My favorite rooms in the House are our Cabaret — a literary performance space with a bar and cabaret-style tables — and ZAPP, an archive of over 20,000 zines.
Our staff is small ( just 12 ) and we get the job done with the help of 50 or so volunteers at any given time throughout the year. All of us are artists in some way or another. Most of us are writers. Our Executive Director and Facilities Manager are both drummers. There are a couple visual artists among us too.
When I moved to Seattle in 2005, I purposely rented an apartment within walking distance of Hugo House.

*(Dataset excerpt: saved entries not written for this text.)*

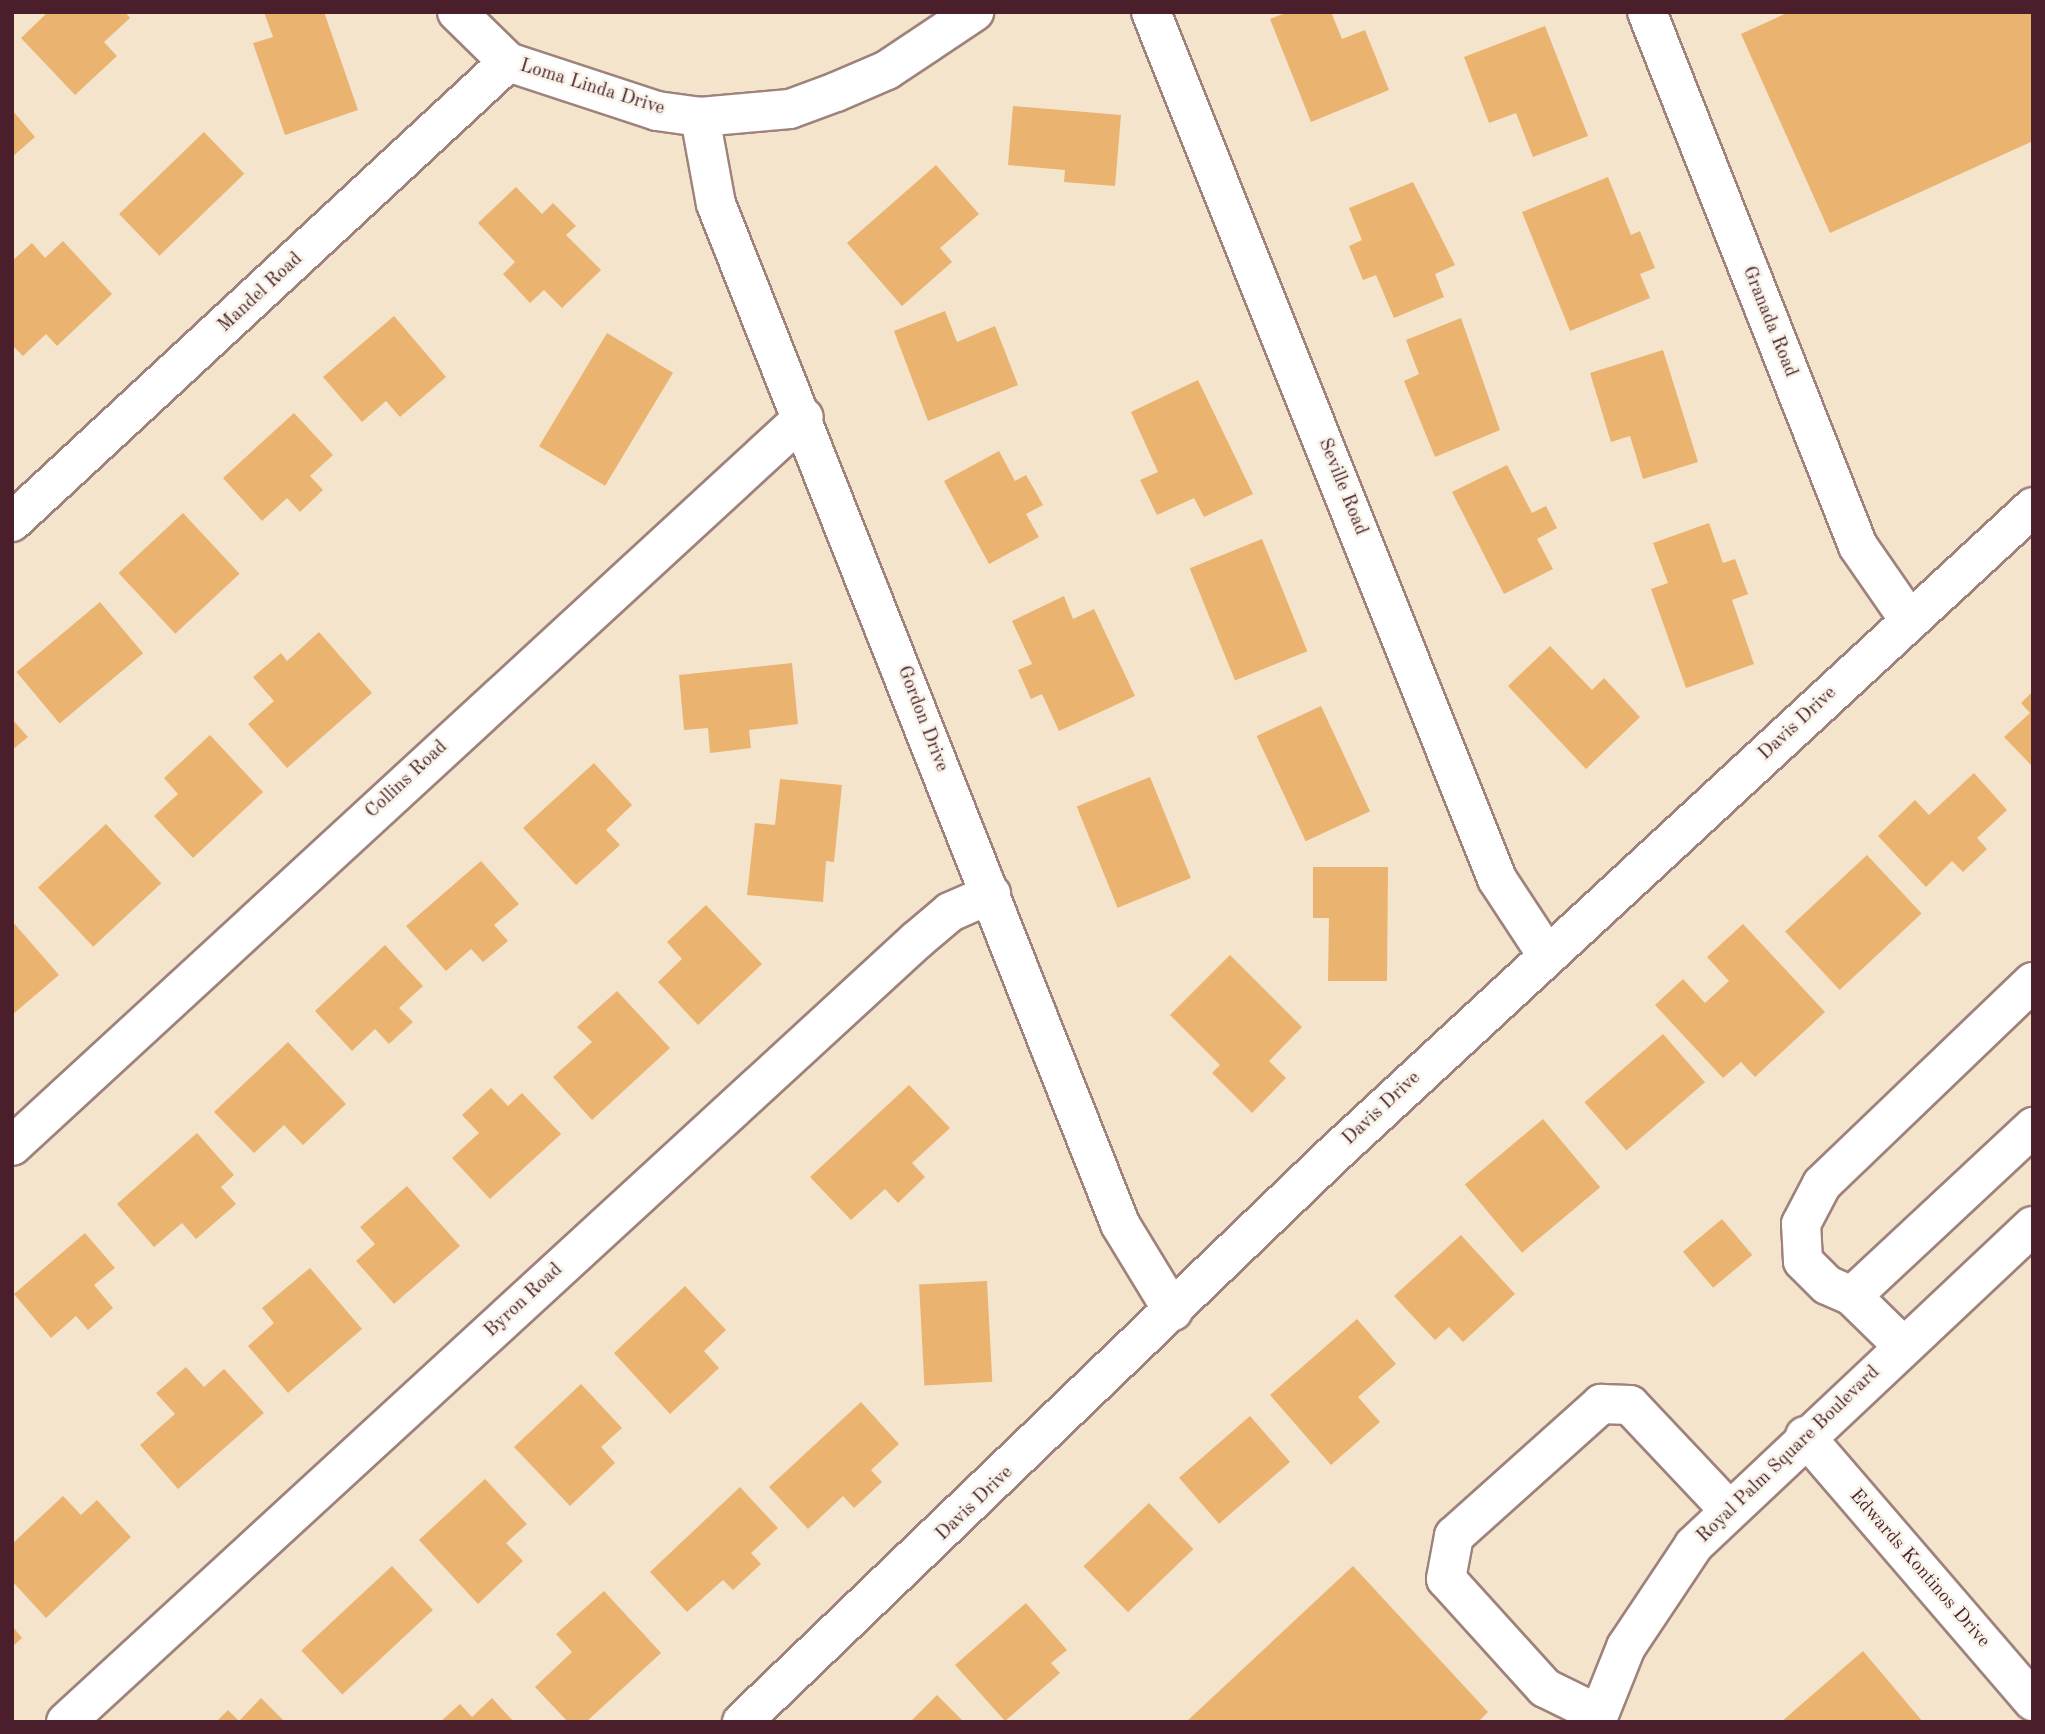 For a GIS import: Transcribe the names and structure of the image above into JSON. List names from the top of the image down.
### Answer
{
  "streets": {
    "street": [
      "Loma Linda Drive",
      "Mandel Road",
      "Granada Road",
      "Seville Road",
      "Gordon Drive",
      "Davis Drive",
      "Collins Road",
      "Byron Road",
      "Royal Palm Square Boulevard",
      "Edwards Kontinos Drive"
    ]
  },
  "crossings": [
    ["Loma Linda Drive", "Mandel Road"],
    ["Loma Linda Drive", "Gordon Drive"],
    ["Granada Road", "Davis Drive"],
    ["Seville Road", "Davis Drive"],
    ["Gordon Drive", "Davis Drive"],
    ["Gordon Drive", "Collins Road"],
    ["Gordon Drive", "Byron Road"],
    ["Royal Palm Square Boulevard", "Edwards Kontinos Drive"]
  ]
}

As a newbie to the city I knew I wanted to be where the action was, and as a young writer you can’t get much closer to the middle of all things literary (on the West Coast, at least) than Hugo House. I volunteered for a year, then joined the staff as volunteer coordinator. Now I’m the registrar too, which means that if you want to take a class at Hugo House you should call me.

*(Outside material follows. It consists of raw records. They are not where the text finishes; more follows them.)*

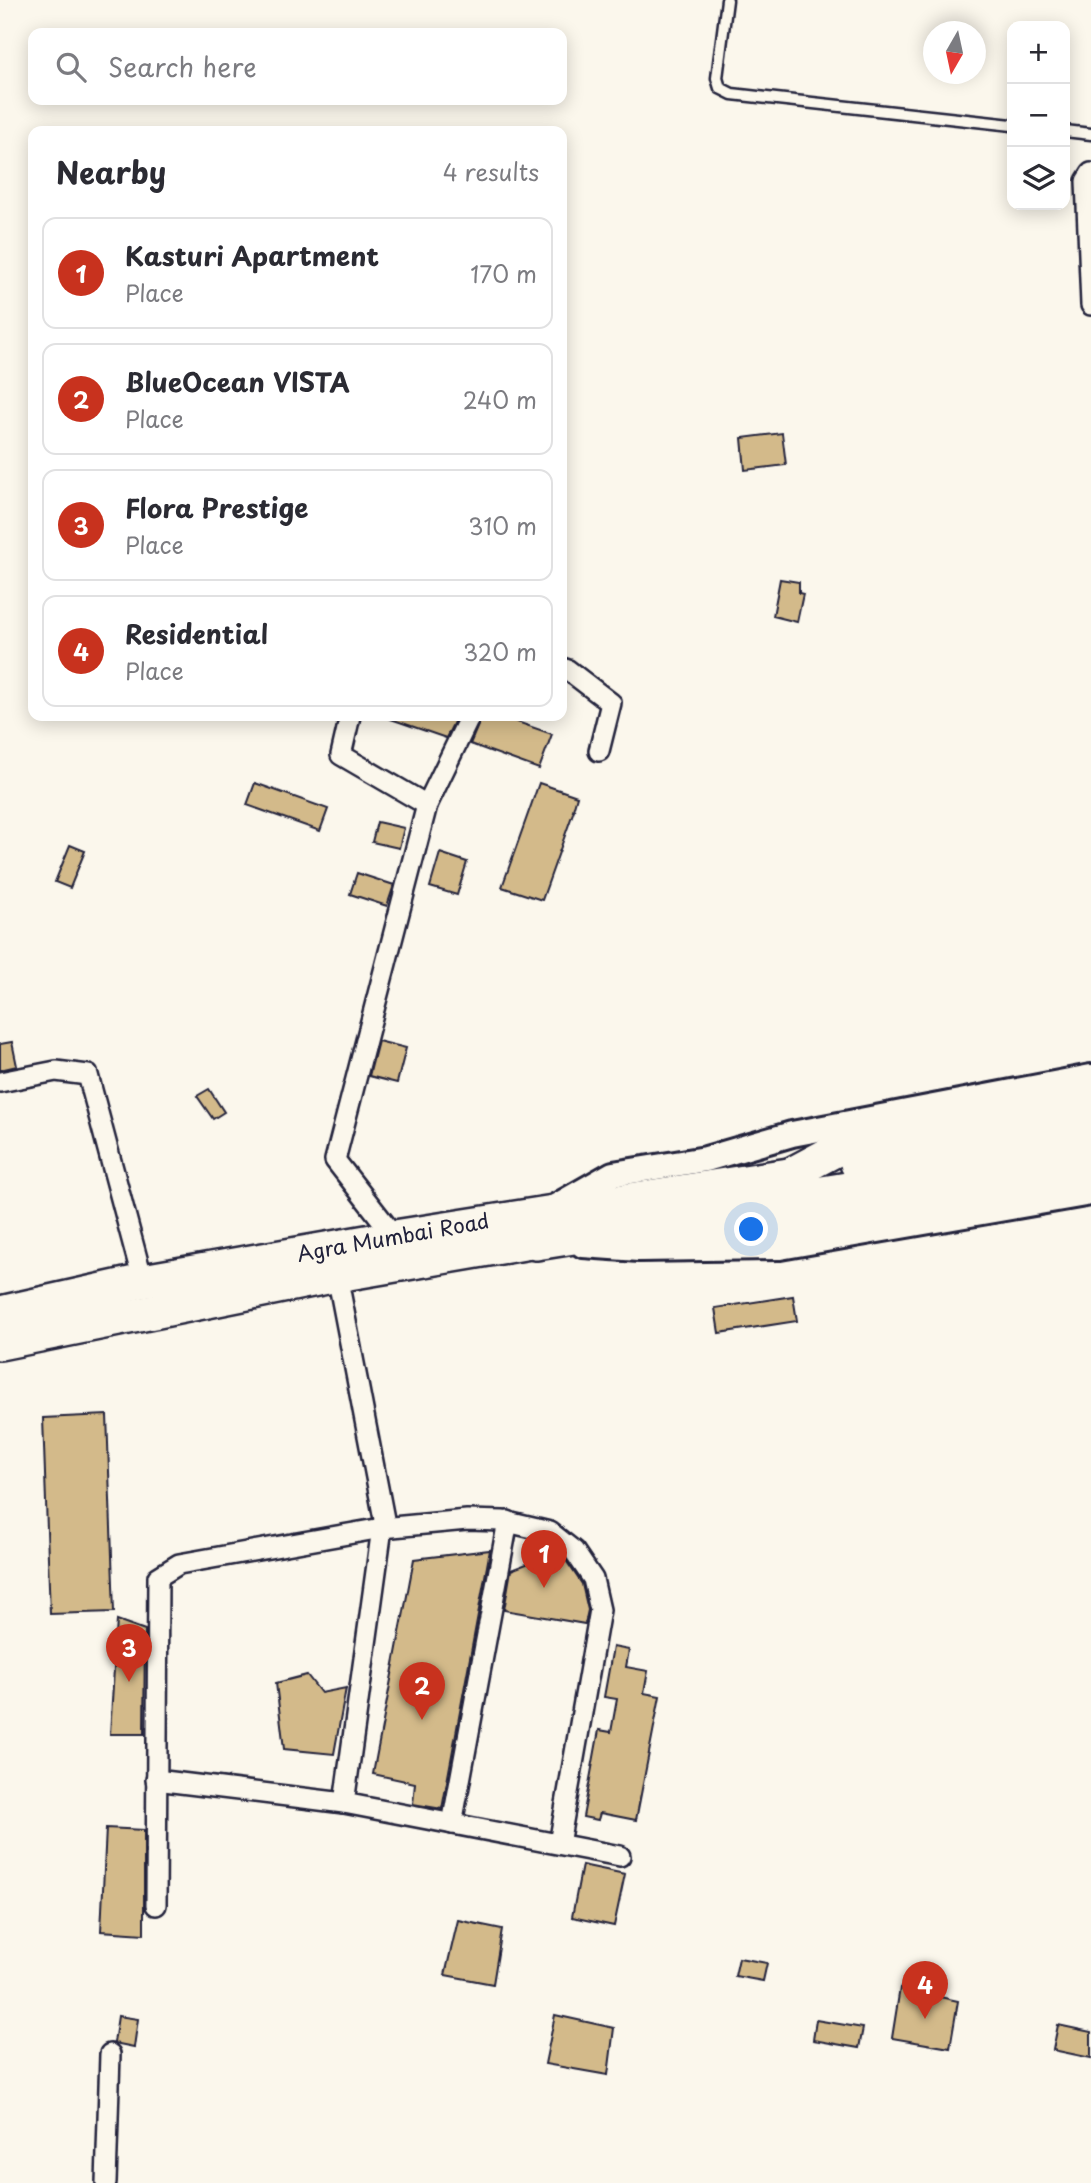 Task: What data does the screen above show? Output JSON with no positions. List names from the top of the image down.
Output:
{
  "streets": {
    "highway": ["Agra Mumbai Road"]
  },
  "north": "bottom",
  "page": {
    "map_buttons": ["+", "−"],
    "search": "Search here",
    "heading": ["Nearby", "4 results"],
    "list": [
      {
        "mark": "1",
        "name": "Kasturi Apartment",
        "note": "Place",
        "value": "170 m"
      },
      {
        "mark": "2",
        "name": "BlueOcean VISTA",
        "note": "Place",
        "value": "240 m"
      },
      {
        "mark": "3",
        "name": "Flora Prestige",
        "note": "Place",
        "value": "310 m"
      },
      {
        "mark": "4",
        "name": "Residential",
        "note": "Place",
        "value": "320 m"
      }
    ],
    "pins": [
      "1",
      "3",
      "2",
      "4"
    ]
  }
}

DSM: What’s the most creative way you’ve gone about fund raising?
KL: Every Hugo Literary Series event has a theme, and Emily, our bar manager, comes up with drinks to match the theme. This October’s event was called “Truth or Dare.” She almost featured a We Dare You to Donate to Hugo House Martini, cost: $10,000, but didn’t for no good reason I can remember. Maybe she didn’t have enough cash in the till to make change for a $25,000 bill. Is there such thing as a $25,000 bill?
DSM: How necessary is it for a RHH staff member to be a writer?

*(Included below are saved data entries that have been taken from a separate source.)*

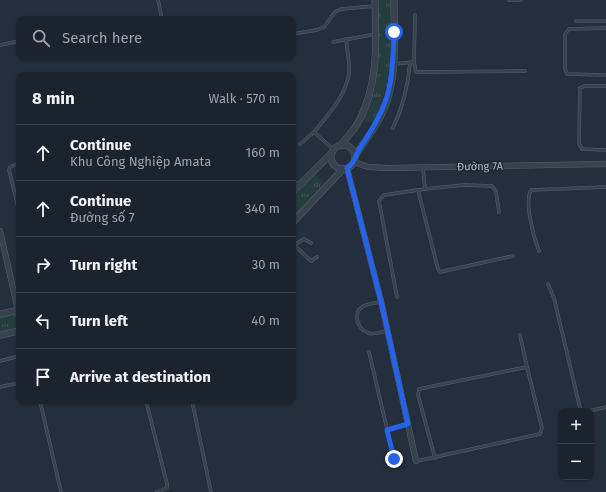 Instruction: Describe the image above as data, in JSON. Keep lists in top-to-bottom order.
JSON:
{
  "streets": {
    "street": ["Đường 7A"]
  },
  "page": {
    "search": "Search here",
    "heading": ["8 min", "Walk · 570 m"],
    "list": [
      ["Continue", "Khu Công Nghiệp Amata", "160 m"],
      ["Continue", "Đường số 7", "340 m"],
      ["Turn right", "30 m"],
      ["Turn left", "40 m"],
      "Arrive at destination"
    ],
    "map_buttons": ["+", "−"]
  }
}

KL: Not necessary at all. Membership with Hugo House is more about being a part of our community than being a writer, per se. Readers and lovers of books, even if they aren’t writers, fit right in.
DSM: What is your favorite Richard Hugo poem?
KL: I can’t remember the name of my favorite poem, so I’ll tell you the book it’s in: 31 Letters and 13 Dreams. It’s out of print but you can find it at used bookstores sometimes. White Center and Degrees of Gray in Phillipsburg are deservedly famous, and I love the title of the poem What the Brand New Freeway Won’t Go By. I recommend The Triggering Town to anyone with ears to listen. The Real West Marginal Way, his memoir, will make you fall in love with Hugo if you haven’t already. Death and the Good Life, his mystery novel, is flawed but fun to read, particularly if you’re going on a road trip through Montana.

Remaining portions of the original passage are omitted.